El río Leteo o el eterno olvido
El infierno griego, el Hades, más que un lugar de tormento era un tiempo de espera antes de cruzar el río leteo, el río del olvido. De él bebían las almas una cierta medida antes de volver al mundo, solo la cantidad justa. Quien tomaba de ella en exceso olvidaba del todo la verdad y vivía asilvestrado arrastrado a cuatro patas; el que bien poco lo hiciera nunca perdía el brillo de la verdad en sus ojos.
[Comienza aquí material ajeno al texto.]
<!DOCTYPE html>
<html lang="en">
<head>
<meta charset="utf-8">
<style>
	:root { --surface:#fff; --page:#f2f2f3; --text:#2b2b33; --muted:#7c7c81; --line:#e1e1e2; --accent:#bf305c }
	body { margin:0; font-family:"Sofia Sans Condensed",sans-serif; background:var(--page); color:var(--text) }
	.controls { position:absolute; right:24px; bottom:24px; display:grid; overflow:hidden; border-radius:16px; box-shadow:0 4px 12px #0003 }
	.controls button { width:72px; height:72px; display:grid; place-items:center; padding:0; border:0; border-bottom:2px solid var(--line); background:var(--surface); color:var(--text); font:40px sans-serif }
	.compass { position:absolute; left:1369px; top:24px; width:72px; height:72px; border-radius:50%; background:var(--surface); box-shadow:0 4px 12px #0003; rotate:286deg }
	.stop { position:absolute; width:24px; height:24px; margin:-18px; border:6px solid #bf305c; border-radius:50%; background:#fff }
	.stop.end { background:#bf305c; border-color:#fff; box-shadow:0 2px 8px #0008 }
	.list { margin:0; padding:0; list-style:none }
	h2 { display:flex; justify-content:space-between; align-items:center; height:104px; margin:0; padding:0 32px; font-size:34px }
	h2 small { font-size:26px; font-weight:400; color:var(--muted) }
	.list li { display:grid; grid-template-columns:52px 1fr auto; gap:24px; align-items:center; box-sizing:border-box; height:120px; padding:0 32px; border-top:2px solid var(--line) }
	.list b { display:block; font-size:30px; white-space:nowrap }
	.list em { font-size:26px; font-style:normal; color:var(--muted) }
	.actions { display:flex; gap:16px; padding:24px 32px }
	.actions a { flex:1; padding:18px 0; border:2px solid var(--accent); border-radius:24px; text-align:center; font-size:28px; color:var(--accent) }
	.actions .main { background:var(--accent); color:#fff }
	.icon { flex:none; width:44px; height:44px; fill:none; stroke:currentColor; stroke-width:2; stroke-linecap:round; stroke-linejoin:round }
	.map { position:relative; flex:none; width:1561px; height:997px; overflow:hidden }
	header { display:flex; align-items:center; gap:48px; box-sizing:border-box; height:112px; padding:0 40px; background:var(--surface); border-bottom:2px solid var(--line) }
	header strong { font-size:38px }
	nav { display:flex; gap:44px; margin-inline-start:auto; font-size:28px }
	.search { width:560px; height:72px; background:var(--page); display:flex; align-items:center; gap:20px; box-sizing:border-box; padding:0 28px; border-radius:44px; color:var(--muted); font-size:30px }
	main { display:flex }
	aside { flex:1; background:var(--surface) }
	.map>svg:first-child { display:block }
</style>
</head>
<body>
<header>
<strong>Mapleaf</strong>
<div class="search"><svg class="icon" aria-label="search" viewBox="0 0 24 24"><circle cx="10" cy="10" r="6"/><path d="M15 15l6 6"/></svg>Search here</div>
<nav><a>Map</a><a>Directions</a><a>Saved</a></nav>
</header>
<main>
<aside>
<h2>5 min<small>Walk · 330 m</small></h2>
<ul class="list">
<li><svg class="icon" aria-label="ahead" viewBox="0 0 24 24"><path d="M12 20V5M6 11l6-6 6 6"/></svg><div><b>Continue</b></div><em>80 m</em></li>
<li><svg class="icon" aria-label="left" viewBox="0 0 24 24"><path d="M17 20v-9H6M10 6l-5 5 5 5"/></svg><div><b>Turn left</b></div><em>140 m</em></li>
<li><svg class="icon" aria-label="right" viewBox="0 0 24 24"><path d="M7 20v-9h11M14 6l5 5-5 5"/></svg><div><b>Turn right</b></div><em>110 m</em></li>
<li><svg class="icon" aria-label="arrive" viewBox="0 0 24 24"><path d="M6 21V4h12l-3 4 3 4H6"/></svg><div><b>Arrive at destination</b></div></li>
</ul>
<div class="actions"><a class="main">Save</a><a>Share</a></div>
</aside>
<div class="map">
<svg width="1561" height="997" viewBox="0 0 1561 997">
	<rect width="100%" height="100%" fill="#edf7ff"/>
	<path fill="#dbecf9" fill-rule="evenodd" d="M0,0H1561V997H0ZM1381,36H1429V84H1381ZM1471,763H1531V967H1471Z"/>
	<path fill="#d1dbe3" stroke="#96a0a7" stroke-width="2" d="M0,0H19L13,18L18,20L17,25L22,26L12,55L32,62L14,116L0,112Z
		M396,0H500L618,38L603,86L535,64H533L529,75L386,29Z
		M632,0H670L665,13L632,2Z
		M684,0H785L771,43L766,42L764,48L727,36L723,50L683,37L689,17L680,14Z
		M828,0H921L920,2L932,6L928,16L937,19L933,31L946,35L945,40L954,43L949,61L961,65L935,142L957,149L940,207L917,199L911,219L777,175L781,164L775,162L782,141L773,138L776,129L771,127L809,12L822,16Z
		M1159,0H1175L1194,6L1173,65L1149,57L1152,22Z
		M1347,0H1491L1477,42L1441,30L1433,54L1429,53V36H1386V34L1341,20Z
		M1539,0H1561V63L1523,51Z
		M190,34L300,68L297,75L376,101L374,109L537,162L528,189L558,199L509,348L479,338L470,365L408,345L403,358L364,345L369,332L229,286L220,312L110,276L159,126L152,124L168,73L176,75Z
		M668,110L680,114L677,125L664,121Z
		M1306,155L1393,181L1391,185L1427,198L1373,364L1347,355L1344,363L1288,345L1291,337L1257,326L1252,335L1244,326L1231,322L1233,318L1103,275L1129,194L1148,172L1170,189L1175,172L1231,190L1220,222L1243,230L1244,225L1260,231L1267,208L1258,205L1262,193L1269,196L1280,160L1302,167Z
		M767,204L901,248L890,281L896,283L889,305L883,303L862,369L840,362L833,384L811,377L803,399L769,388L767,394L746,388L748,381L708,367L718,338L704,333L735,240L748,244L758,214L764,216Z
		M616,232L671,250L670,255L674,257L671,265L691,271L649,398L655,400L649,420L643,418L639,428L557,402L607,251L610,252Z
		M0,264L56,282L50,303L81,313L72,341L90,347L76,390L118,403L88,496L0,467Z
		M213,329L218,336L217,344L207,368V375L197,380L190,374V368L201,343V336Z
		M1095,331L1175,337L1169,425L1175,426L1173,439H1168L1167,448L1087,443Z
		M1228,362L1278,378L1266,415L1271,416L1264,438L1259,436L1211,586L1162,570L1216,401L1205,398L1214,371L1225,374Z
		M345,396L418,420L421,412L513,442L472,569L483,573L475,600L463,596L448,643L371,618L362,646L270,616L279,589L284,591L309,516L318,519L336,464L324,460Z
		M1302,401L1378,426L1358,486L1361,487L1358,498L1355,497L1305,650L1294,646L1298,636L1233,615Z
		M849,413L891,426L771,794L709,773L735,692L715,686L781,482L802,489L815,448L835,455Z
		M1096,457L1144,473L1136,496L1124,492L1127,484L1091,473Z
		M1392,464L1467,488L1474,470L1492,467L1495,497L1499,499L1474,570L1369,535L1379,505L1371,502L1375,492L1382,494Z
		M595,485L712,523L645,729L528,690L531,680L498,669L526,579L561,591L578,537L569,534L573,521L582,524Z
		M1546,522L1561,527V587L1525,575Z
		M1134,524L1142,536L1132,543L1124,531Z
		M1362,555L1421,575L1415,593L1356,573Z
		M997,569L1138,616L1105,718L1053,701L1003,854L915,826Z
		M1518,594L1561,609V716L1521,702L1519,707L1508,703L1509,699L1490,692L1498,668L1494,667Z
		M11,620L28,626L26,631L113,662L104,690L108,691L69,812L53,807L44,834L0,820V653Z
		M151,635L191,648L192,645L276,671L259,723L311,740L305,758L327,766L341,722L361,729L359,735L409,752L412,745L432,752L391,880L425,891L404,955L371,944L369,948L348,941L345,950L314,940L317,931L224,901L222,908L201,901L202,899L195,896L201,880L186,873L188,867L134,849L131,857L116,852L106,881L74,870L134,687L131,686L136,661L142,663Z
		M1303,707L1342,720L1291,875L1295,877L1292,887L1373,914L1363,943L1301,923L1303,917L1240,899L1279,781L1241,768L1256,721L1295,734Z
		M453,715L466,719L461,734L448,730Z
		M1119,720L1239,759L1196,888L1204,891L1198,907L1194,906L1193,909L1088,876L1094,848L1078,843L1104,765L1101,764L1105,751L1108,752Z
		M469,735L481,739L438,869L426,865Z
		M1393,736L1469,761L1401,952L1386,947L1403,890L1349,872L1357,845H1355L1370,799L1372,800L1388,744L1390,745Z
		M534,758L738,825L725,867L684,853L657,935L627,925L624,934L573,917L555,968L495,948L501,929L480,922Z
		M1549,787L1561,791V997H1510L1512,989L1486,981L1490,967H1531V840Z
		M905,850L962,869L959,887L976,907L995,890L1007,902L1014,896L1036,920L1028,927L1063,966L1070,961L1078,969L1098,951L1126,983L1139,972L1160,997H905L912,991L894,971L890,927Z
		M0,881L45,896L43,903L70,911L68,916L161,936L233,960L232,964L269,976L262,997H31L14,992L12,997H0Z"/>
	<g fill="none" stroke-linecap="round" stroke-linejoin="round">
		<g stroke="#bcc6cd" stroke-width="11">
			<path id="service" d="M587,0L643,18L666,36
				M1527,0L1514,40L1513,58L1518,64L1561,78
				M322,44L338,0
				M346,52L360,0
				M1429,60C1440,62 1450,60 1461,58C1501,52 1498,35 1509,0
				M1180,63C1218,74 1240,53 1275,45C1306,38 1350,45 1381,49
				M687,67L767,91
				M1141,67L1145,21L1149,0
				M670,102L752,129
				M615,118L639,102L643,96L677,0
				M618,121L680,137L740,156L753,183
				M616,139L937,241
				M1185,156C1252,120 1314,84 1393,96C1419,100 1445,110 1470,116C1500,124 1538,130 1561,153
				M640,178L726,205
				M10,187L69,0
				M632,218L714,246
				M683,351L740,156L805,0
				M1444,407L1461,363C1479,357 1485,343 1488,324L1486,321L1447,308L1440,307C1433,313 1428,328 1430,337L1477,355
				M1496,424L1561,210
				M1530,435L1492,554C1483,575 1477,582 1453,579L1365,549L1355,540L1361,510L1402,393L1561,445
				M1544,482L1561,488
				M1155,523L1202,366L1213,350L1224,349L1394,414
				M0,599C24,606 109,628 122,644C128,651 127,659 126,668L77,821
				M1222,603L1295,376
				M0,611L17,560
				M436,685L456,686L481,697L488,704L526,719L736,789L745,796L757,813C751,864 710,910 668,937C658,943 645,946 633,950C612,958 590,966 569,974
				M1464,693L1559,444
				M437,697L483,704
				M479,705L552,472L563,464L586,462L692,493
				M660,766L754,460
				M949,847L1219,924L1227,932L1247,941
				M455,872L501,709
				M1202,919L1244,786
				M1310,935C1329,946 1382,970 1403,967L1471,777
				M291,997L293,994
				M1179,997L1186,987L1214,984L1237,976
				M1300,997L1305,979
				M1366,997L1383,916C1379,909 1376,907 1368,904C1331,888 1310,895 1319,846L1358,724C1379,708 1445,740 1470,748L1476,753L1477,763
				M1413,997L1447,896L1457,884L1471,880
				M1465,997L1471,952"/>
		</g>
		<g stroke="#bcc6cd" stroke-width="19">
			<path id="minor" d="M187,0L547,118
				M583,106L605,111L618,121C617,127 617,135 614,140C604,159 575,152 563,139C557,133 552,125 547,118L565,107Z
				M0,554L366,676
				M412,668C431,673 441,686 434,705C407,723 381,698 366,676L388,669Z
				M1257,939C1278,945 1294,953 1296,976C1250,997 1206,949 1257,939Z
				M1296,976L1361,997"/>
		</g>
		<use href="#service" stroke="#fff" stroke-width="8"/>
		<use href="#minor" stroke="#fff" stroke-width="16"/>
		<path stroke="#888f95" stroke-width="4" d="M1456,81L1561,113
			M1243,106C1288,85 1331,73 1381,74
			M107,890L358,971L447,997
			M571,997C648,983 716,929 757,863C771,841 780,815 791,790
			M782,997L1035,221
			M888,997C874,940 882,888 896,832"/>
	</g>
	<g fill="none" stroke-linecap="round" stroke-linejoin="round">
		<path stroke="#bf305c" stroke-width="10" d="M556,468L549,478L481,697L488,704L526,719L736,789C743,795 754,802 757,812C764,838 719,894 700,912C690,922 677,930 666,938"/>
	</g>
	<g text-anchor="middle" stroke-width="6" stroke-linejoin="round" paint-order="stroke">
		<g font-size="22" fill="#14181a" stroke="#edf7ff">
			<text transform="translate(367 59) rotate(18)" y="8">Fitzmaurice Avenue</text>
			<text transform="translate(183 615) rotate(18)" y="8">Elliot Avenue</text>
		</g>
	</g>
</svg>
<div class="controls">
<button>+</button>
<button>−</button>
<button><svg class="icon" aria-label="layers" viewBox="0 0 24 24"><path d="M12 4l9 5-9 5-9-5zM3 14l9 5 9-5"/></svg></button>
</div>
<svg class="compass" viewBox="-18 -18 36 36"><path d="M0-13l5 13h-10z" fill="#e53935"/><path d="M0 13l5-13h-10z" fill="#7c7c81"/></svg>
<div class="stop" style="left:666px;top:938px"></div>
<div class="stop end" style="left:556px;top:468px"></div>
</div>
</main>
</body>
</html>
Venir a un cuerpo humano exigía, pues, vivir entre la apariencia de la vida y la verdad del ser, manteniendo la esperanza en un más allá como un amante o como un doliente, ya depende de cada cual.
Este mito muestra la creencia chamánica en la reencarnación (Mircea Elíade: "Chamanismo"), el vuelo del alma al cielo y el viaje a los infiernos para saber de uno mismo; anticipo del quebranto de la realidad en dos mundos, el de las Ideas eternas y el mundo sujeto al tiempo, al devenir y al cambio. Una innecesaria esquizofrenia diría más tarde Aristóteles a los fieles de la Academia platónica. El caso es que sobrevivió la ruptura con el cristianismo hasta Nietzsche. Tampoco el positivismo lógico ha recuperado el pensamiento unificado de Espinoza y Aristóteles. Y así, nuestra imagen de Dios sigue flotando en la infinitas estelas de la eternidad sentado en un trono de omnisciencia, omnipresencia y Bondad suprema. Cuanto más lejos, mejor.
¿Y qué nos ha dejado el
mito del río del olvido? Pues el buscar de uno mismo en el devenir, pero no para saber
lo que fuimos ni para indagar lo que dejamos de hacer, sino para vislumbrar el cielo gozoso que perdimos. Y así, el
viaje a los infiernos quedó como una etapa en el camino al Parnaso, un peldaño entre
una vida y la siguiente. Por fortuna, la eterna esencia de las cosas, lo
infinito del océano en la gota, aún pervive en los poetas y no puede verse alterado
su sentido por la marabunta del tiempo ni el desasosiego del devenir. La
búsqueda se inicia al momento de nacer y se recuerda en la forma de morir. Aunque el Ser en su lejanía teológica nos dijera: "Yo soy la vida del que busca". Sí, responderíamos parafraseando al retórico de Hipona (S. Agustín. Confesiones XIII, 11), y yo soy el que la vive, el que la busca en el tiempo. Pues vivo para
ser y buscar, y busco para vivir el ser.